5. How long we keep it
| Data | Retention |
|---|---|
| ScoreHistory rows (order ID, signals, score, action) | 90 days, then automatically deleted |
| Customer email and IP address (used for velocity scoring) | 90 days, automatically deleted with the ScoreHistory row |
| ShopConfig (your settings, thresholds, custom rules) | For the lifetime of your install + up to 48 hours after uninstall |
| Shopify session tokens | For the lifetime of your install; deleted immediately on app/uninstalled |
6. Sub-processors
We use the following service providers to operate the App. Each handles a specific function and does not have access to data outside that function.

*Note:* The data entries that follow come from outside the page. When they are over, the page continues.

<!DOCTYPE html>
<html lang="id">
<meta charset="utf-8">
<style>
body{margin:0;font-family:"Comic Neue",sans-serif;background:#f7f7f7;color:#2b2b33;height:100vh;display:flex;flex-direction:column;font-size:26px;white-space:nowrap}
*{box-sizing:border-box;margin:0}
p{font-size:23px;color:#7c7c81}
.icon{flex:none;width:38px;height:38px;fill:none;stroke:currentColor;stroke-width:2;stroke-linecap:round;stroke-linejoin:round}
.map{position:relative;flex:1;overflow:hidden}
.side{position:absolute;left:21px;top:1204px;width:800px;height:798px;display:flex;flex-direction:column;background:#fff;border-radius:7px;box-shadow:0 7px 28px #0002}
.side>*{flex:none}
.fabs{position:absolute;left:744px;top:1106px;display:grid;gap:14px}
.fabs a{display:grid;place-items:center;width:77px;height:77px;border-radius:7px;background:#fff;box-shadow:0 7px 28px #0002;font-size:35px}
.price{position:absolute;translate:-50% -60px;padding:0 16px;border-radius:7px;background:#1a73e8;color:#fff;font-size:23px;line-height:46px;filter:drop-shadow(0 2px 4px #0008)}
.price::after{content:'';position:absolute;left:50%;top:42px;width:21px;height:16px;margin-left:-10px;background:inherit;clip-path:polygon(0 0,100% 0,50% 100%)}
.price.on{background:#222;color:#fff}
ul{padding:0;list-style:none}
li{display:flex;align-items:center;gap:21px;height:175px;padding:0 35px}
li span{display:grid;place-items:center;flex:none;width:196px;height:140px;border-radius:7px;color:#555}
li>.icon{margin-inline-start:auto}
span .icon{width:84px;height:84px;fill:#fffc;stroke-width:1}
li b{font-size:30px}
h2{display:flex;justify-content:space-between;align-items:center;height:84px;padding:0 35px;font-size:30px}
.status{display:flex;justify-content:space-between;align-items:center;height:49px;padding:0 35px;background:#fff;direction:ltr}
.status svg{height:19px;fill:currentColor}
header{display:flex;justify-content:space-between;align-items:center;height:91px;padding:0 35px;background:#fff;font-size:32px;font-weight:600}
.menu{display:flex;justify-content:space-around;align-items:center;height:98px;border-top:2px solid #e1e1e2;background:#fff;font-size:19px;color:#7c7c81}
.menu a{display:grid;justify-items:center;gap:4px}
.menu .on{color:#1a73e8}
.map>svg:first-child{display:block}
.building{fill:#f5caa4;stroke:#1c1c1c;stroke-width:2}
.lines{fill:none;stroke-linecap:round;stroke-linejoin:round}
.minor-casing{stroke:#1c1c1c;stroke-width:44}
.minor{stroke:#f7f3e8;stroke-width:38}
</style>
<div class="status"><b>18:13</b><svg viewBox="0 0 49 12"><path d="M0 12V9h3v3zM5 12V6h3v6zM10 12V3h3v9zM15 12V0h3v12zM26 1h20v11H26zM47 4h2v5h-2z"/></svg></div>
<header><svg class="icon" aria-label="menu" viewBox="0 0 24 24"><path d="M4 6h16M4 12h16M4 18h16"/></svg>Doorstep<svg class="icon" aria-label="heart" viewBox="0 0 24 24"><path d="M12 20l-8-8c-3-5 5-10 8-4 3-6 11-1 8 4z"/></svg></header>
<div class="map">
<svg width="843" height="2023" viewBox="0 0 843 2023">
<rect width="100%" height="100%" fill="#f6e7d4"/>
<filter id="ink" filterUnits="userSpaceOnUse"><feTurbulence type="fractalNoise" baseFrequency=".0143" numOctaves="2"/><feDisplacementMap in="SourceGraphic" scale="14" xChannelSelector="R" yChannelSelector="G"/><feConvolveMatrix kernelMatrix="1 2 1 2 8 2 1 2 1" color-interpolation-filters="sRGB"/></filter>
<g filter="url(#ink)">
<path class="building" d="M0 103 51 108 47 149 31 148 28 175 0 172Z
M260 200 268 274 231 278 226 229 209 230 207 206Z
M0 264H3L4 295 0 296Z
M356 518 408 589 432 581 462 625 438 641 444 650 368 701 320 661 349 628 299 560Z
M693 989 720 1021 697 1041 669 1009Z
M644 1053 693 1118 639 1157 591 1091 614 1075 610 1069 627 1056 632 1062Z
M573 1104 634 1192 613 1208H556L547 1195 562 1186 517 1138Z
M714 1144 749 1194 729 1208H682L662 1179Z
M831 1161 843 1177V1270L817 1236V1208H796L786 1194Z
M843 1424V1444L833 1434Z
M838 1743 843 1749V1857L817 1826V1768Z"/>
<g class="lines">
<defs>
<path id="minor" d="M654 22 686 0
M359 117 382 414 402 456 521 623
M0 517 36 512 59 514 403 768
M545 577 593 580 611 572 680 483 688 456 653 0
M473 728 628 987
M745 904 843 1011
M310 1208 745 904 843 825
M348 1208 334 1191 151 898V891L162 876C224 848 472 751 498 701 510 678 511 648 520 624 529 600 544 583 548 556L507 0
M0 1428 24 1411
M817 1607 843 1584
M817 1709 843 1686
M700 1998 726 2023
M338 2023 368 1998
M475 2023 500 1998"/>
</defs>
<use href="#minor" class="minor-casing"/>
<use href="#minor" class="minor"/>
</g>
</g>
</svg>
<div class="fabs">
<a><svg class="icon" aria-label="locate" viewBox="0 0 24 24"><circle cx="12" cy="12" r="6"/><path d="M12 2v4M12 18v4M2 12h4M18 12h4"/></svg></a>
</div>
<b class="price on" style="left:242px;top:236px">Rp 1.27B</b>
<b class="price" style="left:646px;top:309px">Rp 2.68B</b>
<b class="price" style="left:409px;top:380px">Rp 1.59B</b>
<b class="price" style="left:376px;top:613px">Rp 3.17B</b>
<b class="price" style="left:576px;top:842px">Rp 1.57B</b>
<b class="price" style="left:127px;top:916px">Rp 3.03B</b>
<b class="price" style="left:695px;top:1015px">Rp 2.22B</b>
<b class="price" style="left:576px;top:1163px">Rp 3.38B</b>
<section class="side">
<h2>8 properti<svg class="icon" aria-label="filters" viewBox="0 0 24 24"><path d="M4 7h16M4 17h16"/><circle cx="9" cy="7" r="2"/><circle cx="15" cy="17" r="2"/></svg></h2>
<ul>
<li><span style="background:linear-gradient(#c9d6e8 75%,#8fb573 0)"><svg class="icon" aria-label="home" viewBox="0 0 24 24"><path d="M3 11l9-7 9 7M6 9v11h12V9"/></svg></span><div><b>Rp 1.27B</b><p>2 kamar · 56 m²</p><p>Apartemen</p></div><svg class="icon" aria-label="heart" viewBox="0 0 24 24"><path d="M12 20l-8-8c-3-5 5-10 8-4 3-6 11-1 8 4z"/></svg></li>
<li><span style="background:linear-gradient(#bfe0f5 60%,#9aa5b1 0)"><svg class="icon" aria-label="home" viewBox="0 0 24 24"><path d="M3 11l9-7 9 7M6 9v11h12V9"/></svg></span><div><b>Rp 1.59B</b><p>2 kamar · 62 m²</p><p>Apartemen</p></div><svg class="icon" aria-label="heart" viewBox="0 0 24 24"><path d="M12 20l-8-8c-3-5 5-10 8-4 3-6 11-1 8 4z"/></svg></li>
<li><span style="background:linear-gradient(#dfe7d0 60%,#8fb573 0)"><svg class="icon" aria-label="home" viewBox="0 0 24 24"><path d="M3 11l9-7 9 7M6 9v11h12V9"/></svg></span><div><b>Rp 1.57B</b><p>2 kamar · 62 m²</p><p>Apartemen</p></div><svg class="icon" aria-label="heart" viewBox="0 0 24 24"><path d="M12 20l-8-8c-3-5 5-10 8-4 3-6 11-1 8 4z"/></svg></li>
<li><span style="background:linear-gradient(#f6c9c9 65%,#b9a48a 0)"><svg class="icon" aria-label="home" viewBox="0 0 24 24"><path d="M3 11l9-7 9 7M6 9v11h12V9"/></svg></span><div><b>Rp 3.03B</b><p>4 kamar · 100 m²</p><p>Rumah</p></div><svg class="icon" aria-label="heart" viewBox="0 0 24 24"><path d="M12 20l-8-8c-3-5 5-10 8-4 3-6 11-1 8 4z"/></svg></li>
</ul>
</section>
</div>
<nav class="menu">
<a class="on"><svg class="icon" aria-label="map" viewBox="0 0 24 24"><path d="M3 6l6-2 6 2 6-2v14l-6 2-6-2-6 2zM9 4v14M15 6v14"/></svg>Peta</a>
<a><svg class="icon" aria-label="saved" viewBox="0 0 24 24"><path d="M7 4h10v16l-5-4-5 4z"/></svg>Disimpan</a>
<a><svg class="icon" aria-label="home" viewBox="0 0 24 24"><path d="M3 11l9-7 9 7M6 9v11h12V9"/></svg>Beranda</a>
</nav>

| Sub-processor | Function | Location |
|---|---|---|
| Shopify | Source of order/customer data; recipient of action instructions | Global |
| Cloud hosting provider | App and database hosting | United States |
We do not use any LLM provider, AI model API, or third-party analytics service in the core scoring pipeline. All scoring is performed by deterministic code we control.
If we ever add a sub-processor for any future feature, we will update this list at least 30 days before the change goes into effect.

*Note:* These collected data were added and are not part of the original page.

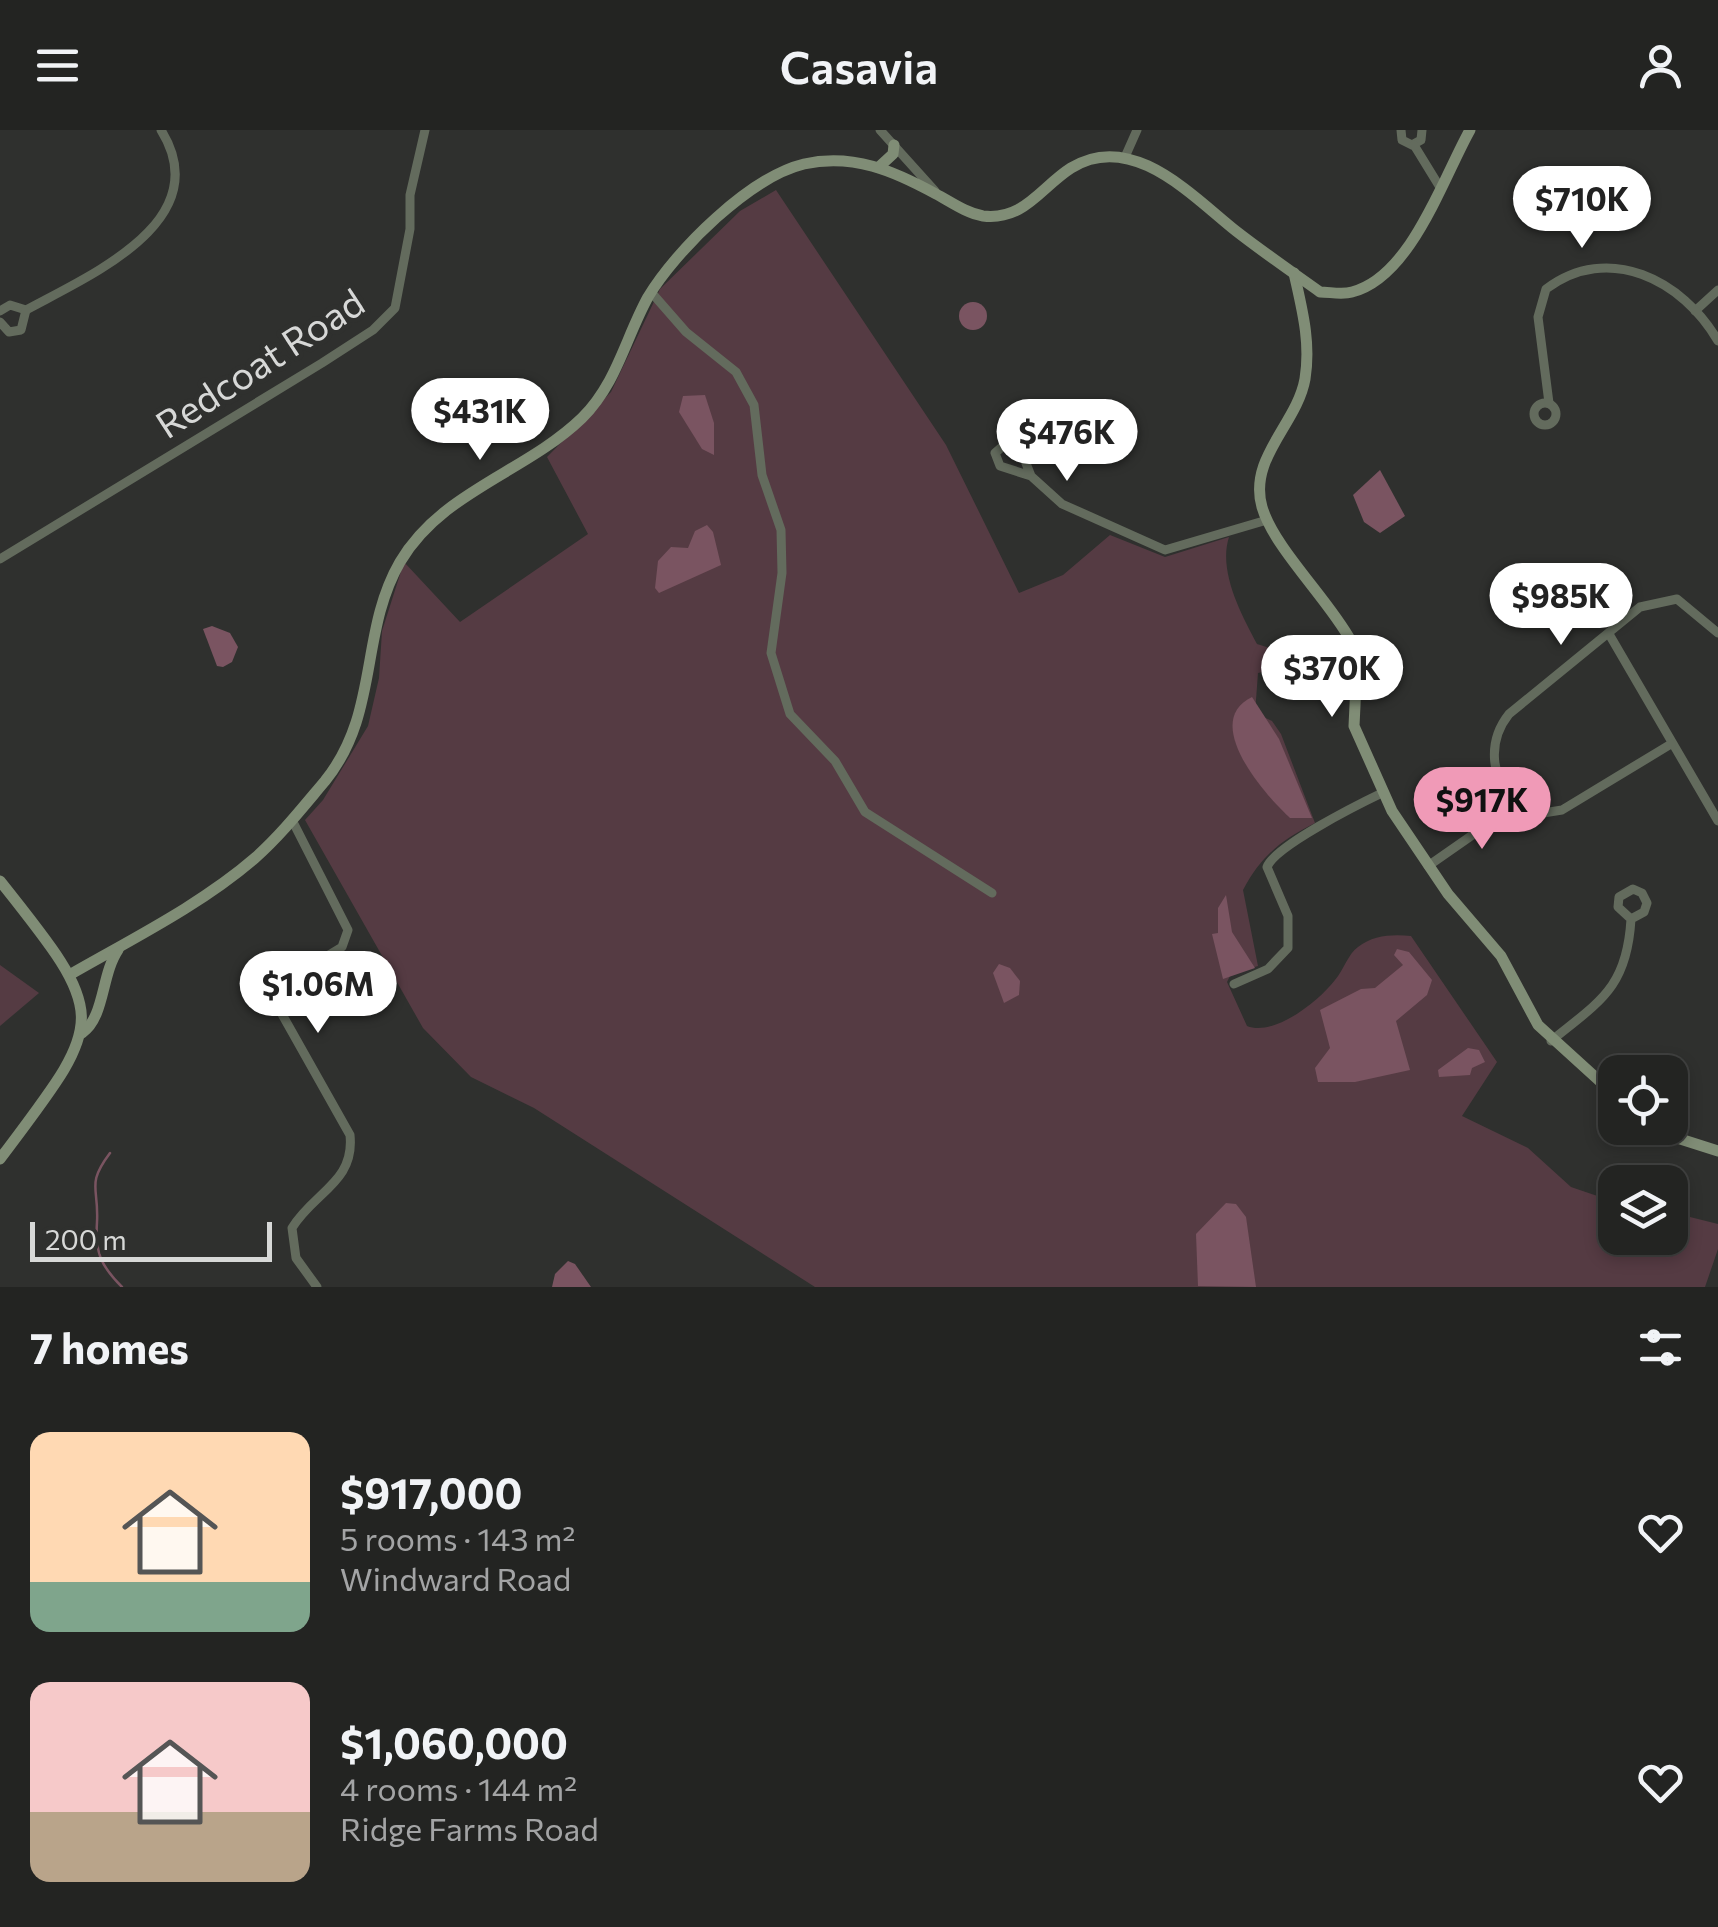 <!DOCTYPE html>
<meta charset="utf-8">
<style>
body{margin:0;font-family:Commissioner,sans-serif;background:#2f302f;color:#f1f3f6;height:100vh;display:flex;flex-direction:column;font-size:38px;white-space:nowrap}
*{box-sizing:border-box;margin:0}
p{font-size:32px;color:#a3a4a5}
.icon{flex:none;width:55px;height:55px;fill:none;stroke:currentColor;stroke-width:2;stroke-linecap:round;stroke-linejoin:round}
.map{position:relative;height:1157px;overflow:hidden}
.side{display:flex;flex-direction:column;background:#232422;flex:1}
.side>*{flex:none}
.buttons{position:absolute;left:1598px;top:925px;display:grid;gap:20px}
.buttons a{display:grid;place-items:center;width:90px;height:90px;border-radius:20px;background:#232422;box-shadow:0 5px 15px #0003,0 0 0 2px #404140;font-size:50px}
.scale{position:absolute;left:30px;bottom:25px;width:242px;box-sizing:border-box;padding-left:10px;border:5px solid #d7d8d7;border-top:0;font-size:28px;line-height:35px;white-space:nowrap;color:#d7d8d7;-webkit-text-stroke:8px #2f302e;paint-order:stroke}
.price{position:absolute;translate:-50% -85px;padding:0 22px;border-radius:35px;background:#fff;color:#222;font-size:32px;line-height:65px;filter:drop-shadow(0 2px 5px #0008)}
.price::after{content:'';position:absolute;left:50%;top:60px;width:30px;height:22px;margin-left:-15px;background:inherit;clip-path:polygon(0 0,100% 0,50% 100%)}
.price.selected{background:#f09ab7;color:#111}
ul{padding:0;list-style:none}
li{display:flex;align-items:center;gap:30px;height:250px;padding:0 30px}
li span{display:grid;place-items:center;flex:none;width:280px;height:200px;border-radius:20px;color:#555}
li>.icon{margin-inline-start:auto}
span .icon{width:120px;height:120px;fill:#fffc;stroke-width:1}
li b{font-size:42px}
h2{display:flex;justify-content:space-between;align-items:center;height:120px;padding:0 30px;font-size:42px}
header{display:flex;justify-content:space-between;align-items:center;height:130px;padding:0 30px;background:#232422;font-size:45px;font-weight:600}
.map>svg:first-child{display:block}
.green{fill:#553b43}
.water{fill:#7a5461}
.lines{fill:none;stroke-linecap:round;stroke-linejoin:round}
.stream{stroke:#7a5461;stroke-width:2.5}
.street{stroke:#636b5d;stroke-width:9}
.secondary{stroke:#808d76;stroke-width:11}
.labels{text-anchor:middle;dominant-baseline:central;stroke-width:10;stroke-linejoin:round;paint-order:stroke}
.street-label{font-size:38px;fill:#d7d8d7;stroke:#2f302e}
</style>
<header><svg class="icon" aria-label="menu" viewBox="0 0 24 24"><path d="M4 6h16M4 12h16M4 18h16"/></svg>Casavia<svg class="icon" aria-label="person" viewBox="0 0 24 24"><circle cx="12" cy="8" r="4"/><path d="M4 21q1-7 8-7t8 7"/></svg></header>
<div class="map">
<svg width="1718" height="1157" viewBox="0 0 1718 1157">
<rect width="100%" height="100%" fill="#2f302e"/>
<g class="green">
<path d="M776,60L946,315L1019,463L1063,445L1110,405L1165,427L1229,407C1218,441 1241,484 1257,514L1282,522L1283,538L1258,543L1255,583L1272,591L1281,604L1315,693C1281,710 1261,726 1243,760L1258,836L1231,844L1227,852L1247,896C1274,907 1319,871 1335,850C1343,841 1348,824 1358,817C1373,805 1393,804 1411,806L1497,932L1462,986L1528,1018L1571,1057L1615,1072V1108H1670V1082L1718,1094V1119L1705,1157H815L534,978L471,947L423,898L305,690L323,670L368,596L379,548L382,501L404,432L460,492L588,404L547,327L611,262L660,159L740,81Z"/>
<polygon points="0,835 39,863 0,896"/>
</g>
<g class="water">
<circle cx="973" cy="186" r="14"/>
<polygon points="705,265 714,293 714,325 702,319 679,282 683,266"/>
<polygon points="1380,340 1405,386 1380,403 1364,392 1353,365"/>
<polygon points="707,395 713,402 721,435 659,463 655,458 658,431 671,417 688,418 695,401"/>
<polygon points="212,496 230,503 238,517 232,532 223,537 217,536 203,499"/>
<path d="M1252,567L1279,609L1312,688H1290C1266,666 1200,592 1252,567Z"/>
<polygon points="1226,765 1232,802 1255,838 1223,849 1212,804 1218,803 1218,778"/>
<polygon points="1397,819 1409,822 1432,850 1427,865 1396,891 1410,940 1355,952 1318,952 1315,938 1330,918 1320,880 1361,859 1375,858 1403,835 1394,825"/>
<polygon points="999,834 1010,838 1020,851 1019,865 1004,873 993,843"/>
<polygon points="1468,918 1479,920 1485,932 1472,938 1470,945 1439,947 1438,940"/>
<polygon points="1226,1073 1236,1074 1246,1087 1256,1157 1198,1156 1196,1104"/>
<polygon points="568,1131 575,1134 591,1157 552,1157 555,1144"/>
</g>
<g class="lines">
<path class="stream" d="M110,1023C86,1055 99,1057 97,1092C95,1122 100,1135 122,1157"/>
<g class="street">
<polyline points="880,0 935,61"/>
<polyline points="1401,0 1402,10 1412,15 1421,10 1422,0"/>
<polyline points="1414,15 1441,59"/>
<polyline points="1125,27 1137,0"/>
<polyline points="651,162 686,202 736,242 754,275 762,345 781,400 782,443 771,523 790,584 835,631 865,682 992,763"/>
<path d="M0,181L10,175L26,180C90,145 218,91 161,0"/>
<polyline points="1695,181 1718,160"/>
<polyline points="0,192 9,202 21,200 26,180"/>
<circle cx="1545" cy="284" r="11"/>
<path d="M1549,273L1538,187L1546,159C1608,112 1683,150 1718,211"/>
<polyline points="1031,346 1000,336 995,323 1010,310 1018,313 1031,346 1062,374 1165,420 1267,390"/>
<polyline points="0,429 322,233 373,200 395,178 410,99 410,65 425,0"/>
<polyline points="1609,504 1718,691"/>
<path d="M1514,676C1492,648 1486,613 1509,584L1640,477L1677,469L1718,503"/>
<polyline points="1514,676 1537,684 1562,680 1671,614"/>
<path d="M292,690L348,800L342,817L274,858V870L350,1005C355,1052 314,1062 292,1098L296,1128L317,1157"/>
<polyline points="1428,736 1514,676"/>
<path d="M1234,854L1268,839L1288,818V786L1267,737C1275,716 1359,674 1382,663"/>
<path d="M1551,911C1600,871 1627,858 1631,789L1618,777L1619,767L1633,759L1642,763L1647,773L1644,782L1631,789"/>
</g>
<g class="secondary">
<polyline points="880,36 893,24 894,15"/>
<path d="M1294,143C1302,179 1311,212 1305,249C1297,294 1248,328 1262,377C1274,418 1329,470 1351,511L1357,534L1354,596L1392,681L1448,764L1501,826L1538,895L1615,965"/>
<path d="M0,751C111,890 106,888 0,1029"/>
<path d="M71,844C132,809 202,774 255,728C281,705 303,677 325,651C380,583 359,503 400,432C442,361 525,343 582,288C617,253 625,209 648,167C676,120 750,47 804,34C853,23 894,41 936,64C951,72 966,83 983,86C1024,91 1041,57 1071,38C1132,0 1192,66 1236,101C1263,122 1292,142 1320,162C1330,162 1342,165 1352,162C1411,147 1443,48 1470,0"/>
<path d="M82,903C105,887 101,845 118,820"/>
<polyline points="1660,998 1674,1007 1718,1021"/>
</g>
</g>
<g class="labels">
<g class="street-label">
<text transform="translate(259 232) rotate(-33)">Redcoat Road</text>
</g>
</g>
</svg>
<div class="buttons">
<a><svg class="icon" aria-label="locate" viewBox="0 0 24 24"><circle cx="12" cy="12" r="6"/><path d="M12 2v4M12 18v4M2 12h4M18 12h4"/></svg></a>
<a><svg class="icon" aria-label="layers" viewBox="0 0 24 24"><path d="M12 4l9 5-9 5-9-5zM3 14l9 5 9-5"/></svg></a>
</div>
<div class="scale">200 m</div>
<b class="price" style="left:1582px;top:121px">$710K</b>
<b class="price" style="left:480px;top:333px">$431K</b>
<b class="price" style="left:1067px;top:354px">$476K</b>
<b class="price" style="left:1561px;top:518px">$985K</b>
<b class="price" style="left:1332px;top:590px">$370K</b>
<b class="price selected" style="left:1482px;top:722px">$917K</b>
<b class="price" style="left:318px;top:906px">$1.06M</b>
</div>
<section class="side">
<h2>7 homes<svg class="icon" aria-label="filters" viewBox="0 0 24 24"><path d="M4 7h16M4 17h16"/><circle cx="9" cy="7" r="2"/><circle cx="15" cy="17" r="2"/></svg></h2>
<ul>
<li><span style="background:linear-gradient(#ffd9b3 75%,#7fa58c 0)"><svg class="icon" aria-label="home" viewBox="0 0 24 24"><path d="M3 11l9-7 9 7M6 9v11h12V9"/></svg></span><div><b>$917,000</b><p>5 rooms · 143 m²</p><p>Windward Road</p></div><svg class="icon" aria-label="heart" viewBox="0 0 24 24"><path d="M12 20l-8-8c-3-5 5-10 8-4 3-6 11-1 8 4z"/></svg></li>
<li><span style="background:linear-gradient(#f6c9c9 65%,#b9a48a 0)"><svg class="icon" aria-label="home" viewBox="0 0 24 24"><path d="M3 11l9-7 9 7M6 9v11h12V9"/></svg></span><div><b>$1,060,000</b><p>4 rooms · 144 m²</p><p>Ridge Farms Road</p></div><svg class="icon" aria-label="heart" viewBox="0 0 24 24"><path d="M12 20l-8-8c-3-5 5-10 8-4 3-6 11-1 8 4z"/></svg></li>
</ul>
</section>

7. What we deliberately don't track
The Shopify App Store dashboard lets app developers attach third-party tracking to their listing and install funnel. We have left every one of those fields blank:
- No Google Analytics. No Measurement ID, no API Secret. Listing page views and install conversions are not reported to Google.
- No Google remarketing. No conversion ID. Visitors to our App Store listing are not added to a Google ad audience.
- No Facebook Pixel. No Pixel ID, no Access Token. Visitors are not added to a Meta ad audience.
The same applies elsewhere in our product:
- This site (unfraudfilter.com) loads no analytics SDK, no tag manager, no session-replay or heatmap script.
- Inside the Shopify admin, the app itself does not collect usage telemetry for marketing or ad-targeting purposes.
Shopify permits all of the above and most apps in the App Store use at least one of them. We don't, because measuring you in order to remarket to you is inconsistent with selling a transparent, deterministic product.
8. Customer rights (GDPR / CCPA / similar)
Customers whose order data was processed by the App may exercise the following rights through the Merchant:
- Access: request a copy of any data we hold about them
- Deletion: request deletion of their data
- Portability: request the data in a portable format
Shopify provides standardized webhooks (customers/data_request and customers/redact) that the Merchant's customer-facing privacy flow can invoke. When these webhooks arrive, we honor them within Shopify's required timelines (30 days for access, 10 days for deletion).
Merchant uninstall: when a Merchant uninstalls the App, Shopify sends us a shop/redact webhook 48 hours later. At that point we delete all data associated with the Merchant's shop.
9. Security
- TLS 1.2+ for all data in transit
- Database encryption at rest
- HMAC verification on every Shopify webhook
- Access tokens stored encrypted in the database
- Production access limited to listed engineers; reviewed quarterly
- No data exported off the production environment except by the GDPR data-request flow
We have not undergone SOC 2 audit at this time. If our business reaches a scale where it is required, we will pursue it.
10. International transfers
The app and database are hosted in the United States. Order data is processed there regardless of where the Customer placed the order. Merchants operating in jurisdictions with cross-border data transfer rules (EU, UK, and others) are responsible for disclosing this transfer in their own customer-facing privacy notice and ensuring their use of the App complies with those local rules.
11. Changes to this policy
We will notify Merchants in writing (via the contact email associated with their Shopify account, and via a public changelog on this site) at least 30 days before any material change to this policy.
12. Contact
Privacy questions, data requests, or complaints: [email protected]
For Shopify-mediated requests, use the Shopify privacy webhooks documented at shopify.dev/docs/apps/build/privacy-law-compliance.